Opinion
2021–03809
12-28-2022
Laurette D. Mulry, Riverhead, NY (Amanda E. Schaefer of counsel), for appellant. Raymond A. Tierney, District Attorney, Riverhead, NY (Grazia Divincenzo and Lauren Tan of counsel), for respondent.
Laurette D. Mulry, Riverhead, NY (Amanda E. Schaefer of counsel), for appellant.
Raymond A. Tierney, District Attorney, Riverhead, NY (Grazia Divincenzo and Lauren Tan of counsel), for respondent.
FRANCESCA E. CONNOLLY, J.P., ANGELA G. IANNACCI, PAUL WOOTEN, LILLIAN WAN, JJ.
DECISION & ORDER Appeal by the defendant from an order of the Supreme Court, Suffolk County (Chris Ann Kelley, J.), dated May 20, 2021, which, after a hearing, designated him a level two sex offender pursuant to Correction Law article 6–C.
ORDERED that the order is affirmed, without costs or disbursements.

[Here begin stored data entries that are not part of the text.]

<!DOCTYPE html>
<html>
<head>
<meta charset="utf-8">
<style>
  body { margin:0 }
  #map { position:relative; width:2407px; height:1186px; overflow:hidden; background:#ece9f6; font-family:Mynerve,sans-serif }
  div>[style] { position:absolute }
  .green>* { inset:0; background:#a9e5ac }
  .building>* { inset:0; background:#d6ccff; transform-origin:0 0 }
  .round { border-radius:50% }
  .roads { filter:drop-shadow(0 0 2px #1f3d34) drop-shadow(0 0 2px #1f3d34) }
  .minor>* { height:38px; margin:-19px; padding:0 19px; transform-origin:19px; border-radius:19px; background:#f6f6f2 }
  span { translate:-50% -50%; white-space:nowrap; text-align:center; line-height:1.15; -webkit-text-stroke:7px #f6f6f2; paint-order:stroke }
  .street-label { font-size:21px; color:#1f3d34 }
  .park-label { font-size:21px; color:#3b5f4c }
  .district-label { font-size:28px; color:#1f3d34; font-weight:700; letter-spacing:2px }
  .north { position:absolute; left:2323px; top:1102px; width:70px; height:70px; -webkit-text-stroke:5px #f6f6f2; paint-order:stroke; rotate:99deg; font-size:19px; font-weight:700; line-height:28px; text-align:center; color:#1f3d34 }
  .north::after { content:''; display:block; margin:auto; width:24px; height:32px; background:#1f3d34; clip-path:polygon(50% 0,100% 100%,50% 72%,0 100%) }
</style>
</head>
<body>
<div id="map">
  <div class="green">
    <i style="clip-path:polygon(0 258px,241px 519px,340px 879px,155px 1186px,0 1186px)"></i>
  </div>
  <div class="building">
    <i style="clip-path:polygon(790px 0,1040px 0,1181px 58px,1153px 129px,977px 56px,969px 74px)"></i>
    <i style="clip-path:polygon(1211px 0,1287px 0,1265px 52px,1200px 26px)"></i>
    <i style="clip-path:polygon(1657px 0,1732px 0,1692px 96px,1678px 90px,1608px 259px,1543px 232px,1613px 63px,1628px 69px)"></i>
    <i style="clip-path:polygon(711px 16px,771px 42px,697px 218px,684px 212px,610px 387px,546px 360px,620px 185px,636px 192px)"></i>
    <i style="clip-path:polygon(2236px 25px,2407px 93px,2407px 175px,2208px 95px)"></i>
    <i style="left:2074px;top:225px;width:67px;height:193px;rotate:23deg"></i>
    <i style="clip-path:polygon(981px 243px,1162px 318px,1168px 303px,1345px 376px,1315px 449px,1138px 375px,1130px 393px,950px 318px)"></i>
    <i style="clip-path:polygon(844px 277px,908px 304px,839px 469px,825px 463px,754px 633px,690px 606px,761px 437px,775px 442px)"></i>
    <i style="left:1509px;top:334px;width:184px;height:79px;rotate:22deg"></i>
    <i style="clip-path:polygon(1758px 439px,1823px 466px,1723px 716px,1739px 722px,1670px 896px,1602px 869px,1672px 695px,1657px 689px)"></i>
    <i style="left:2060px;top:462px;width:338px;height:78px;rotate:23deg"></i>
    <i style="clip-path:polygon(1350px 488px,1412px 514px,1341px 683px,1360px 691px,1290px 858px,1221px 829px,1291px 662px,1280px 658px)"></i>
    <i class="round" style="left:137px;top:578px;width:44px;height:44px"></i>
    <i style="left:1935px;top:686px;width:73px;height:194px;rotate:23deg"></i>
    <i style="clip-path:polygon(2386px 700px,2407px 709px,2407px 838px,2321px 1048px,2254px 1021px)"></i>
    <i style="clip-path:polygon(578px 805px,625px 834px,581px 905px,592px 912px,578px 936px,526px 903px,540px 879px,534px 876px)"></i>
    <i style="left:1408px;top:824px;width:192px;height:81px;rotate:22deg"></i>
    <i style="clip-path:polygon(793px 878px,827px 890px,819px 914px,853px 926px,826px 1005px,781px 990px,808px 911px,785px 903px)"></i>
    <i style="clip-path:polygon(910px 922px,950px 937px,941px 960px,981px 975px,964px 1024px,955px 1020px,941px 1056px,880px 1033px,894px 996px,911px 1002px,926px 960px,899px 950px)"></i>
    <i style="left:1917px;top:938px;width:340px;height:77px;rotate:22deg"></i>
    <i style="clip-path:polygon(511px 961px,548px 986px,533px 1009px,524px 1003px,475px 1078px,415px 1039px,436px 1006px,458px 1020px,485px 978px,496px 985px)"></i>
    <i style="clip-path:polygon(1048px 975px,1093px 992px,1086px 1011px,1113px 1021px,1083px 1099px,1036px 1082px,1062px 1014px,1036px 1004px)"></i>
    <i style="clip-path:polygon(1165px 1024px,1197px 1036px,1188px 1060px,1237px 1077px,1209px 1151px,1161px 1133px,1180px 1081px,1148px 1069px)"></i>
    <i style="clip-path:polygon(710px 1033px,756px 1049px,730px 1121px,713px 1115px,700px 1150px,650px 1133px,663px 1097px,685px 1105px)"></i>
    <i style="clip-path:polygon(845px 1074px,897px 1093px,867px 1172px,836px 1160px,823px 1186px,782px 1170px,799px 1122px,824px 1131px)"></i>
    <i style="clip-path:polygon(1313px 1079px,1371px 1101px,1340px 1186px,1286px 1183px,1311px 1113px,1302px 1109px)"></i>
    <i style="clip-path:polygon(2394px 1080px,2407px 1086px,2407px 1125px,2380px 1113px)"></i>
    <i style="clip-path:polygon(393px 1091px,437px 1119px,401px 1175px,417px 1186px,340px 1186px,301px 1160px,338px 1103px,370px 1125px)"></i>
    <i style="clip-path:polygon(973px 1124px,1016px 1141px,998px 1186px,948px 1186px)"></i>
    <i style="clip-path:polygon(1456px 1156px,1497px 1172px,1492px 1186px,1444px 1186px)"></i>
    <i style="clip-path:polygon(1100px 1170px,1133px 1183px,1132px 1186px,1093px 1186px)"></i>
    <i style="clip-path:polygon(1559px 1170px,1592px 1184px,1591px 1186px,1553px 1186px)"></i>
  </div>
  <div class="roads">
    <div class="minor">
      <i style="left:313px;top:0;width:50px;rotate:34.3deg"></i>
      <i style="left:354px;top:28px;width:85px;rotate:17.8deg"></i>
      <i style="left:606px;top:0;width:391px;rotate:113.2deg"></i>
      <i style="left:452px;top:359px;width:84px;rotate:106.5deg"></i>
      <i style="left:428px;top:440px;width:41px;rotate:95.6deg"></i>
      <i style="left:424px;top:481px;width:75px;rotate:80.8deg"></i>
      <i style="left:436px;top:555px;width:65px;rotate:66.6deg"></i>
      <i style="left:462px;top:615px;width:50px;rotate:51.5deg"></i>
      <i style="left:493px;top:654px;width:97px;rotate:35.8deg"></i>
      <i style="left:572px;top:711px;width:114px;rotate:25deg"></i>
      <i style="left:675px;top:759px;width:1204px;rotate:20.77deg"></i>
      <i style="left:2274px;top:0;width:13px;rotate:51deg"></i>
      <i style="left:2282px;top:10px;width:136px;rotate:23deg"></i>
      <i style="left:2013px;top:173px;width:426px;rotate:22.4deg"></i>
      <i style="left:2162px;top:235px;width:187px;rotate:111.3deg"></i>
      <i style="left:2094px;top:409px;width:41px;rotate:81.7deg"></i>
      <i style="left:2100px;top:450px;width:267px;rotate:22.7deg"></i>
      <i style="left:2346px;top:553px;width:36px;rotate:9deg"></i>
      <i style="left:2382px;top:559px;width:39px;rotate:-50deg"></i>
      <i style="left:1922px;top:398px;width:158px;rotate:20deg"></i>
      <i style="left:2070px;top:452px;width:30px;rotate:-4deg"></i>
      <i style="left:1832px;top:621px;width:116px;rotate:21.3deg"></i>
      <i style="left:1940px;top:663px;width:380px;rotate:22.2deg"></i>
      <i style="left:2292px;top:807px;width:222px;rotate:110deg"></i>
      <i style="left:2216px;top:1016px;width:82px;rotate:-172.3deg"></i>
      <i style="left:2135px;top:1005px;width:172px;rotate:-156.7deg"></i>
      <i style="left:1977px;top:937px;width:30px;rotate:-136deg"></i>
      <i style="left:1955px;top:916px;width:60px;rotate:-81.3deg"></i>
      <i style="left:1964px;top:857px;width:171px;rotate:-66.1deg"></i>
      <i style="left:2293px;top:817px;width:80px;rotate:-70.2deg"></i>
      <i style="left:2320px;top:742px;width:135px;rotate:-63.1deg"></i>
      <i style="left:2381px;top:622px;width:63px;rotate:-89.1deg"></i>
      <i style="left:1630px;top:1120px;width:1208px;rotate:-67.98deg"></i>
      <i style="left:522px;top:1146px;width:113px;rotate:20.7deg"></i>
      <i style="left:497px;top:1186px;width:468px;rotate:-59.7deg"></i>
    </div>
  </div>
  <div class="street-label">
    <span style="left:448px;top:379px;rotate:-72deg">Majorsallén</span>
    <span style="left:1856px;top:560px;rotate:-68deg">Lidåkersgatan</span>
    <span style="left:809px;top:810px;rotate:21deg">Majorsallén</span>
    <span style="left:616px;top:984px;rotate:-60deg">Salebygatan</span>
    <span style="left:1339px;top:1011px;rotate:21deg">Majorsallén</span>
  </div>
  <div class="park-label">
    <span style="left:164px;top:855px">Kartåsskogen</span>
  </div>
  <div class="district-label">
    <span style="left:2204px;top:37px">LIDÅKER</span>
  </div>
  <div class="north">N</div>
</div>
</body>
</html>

The defendant was convicted, upon his plea of guilty, of one count of forcible touching ( Penal Law § 130.52[1] ). Following a hearing to determine the defendant's risk level under the Sex Offender Registration Act (Correction Law art 6–C), the Supreme Court designated the defendant a level two sex offender (see Correction Law § 168–n ). On appeal, the defendant challenges the Supreme Court's assessment of 20 points under risk factor 4 of the risk assessment instrument. Contrary to the defendant's contention, the court properly assessed 20 points under risk factor 4, as the People demonstrated by clear and convincing evidence that the defendant engaged in three or more acts of sexual contact with the victim over a period of at least two weeks (see People v. Torres–Ordonez, 175 A.D.3d 595, 105 N.Y.S.3d 106 ; People v. Luebbert, 73 A.D.3d 1399, 901 N.Y.S.2d 754 ).
Accordingly, the Supreme Court properly designated the defendant a level two sex offender.
CONNOLLY, J.P., IANNACCI, WOOTEN and WAN, JJ., concur.